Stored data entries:
------------------------------------
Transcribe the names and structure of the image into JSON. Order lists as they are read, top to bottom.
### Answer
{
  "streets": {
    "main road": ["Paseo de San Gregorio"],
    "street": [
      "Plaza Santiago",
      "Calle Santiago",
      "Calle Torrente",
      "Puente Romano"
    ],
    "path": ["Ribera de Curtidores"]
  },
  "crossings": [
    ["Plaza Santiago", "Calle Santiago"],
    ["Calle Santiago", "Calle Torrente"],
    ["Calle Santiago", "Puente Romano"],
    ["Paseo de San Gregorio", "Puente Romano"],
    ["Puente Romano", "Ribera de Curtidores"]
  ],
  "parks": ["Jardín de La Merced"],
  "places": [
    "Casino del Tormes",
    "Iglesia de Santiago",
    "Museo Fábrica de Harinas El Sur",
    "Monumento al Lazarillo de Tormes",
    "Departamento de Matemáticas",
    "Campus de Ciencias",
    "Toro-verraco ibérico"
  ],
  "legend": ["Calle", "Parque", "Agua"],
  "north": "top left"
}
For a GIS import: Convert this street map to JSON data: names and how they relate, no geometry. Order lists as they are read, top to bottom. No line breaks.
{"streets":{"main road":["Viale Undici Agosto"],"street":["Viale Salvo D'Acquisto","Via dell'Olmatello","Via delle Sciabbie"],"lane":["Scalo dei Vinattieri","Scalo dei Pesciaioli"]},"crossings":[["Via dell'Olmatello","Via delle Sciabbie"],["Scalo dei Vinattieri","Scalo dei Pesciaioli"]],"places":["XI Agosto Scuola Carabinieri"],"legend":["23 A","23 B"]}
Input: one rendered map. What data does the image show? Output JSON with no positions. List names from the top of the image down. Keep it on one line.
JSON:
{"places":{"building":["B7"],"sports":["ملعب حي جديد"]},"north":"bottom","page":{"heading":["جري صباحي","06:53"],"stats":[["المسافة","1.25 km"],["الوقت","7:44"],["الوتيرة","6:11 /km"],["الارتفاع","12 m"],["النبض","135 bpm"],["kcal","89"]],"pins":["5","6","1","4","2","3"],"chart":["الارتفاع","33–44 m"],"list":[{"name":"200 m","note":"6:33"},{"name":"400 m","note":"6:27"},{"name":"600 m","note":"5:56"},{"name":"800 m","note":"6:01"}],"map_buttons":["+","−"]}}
------------------------------------
Copy out all of the records shown above exactly.

### RESULT OF THIS TASK
Transcribe the names and structure of the image into JSON. Order lists as they are read, top to bottom.
### Answer
{
  "streets": {
    "main road": ["Paseo de San Gregorio"],
    "street": [
      "Plaza Santiago",
      "Calle Santiago",
      "Calle Torrente",
      "Puente Romano"
    ],
    "path": ["Ribera de Curtidores"]
  },
  "crossings": [
    ["Plaza Santiago", "Calle Santiago"],
    ["Calle Santiago", "Calle Torrente"],
    ["Calle Santiago", "Puente Romano"],
    ["Paseo de San Gregorio", "Puente Romano"],
    ["Puente Romano", "Ribera de Curtidores"]
  ],
  "parks": ["Jardín de La Merced"],
  "places": [
    "Casino del Tormes",
    "Iglesia de Santiago",
    "Museo Fábrica de Harinas El Sur",
    "Monumento al Lazarillo de Tormes",
    "Departamento de Matemáticas",
    "Campus de Ciencias",
    "Toro-verraco ibérico"
  ],
  "legend": ["Calle", "Parque", "Agua"],
  "north": "top left"
}
For a GIS import: Convert this street map to JSON data: names and how they relate, no geometry. Order lists as they are read, top to bottom. No line breaks.
{"streets":{"main road":["Viale Undici Agosto"],"street":["Viale Salvo D'Acquisto","Via dell'Olmatello","Via delle Sciabbie"],"lane":["Scalo dei Vinattieri","Scalo dei Pesciaioli"]},"crossings":[["Via dell'Olmatello","Via delle Sciabbie"],["Scalo dei Vinattieri","Scalo dei Pesciaioli"]],"places":["XI Agosto Scuola Carabinieri"],"legend":["23 A","23 B"]}
Input: one rendered map. What data does the image show? Output JSON with no positions. List names from the top of the image down. Keep it on one line.
JSON:
{"places":{"building":["B7"],"sports":["ملعب حي جديد"]},"north":"bottom","page":{"heading":["جري صباحي","06:53"],"stats":[["المسافة","1.25 km"],["الوقت","7:44"],["الوتيرة","6:11 /km"],["الارتفاع","12 m"],["النبض","135 bpm"],["kcal","89"]],"pins":["5","6","1","4","2","3"],"chart":["الارتفاع","33–44 m"],"list":[{"name":"200 m","note":"6:33"},{"name":"400 m","note":"6:27"},{"name":"600 m","note":"5:56"},{"name":"800 m","note":"6:01"}],"map_buttons":["+","−"]}}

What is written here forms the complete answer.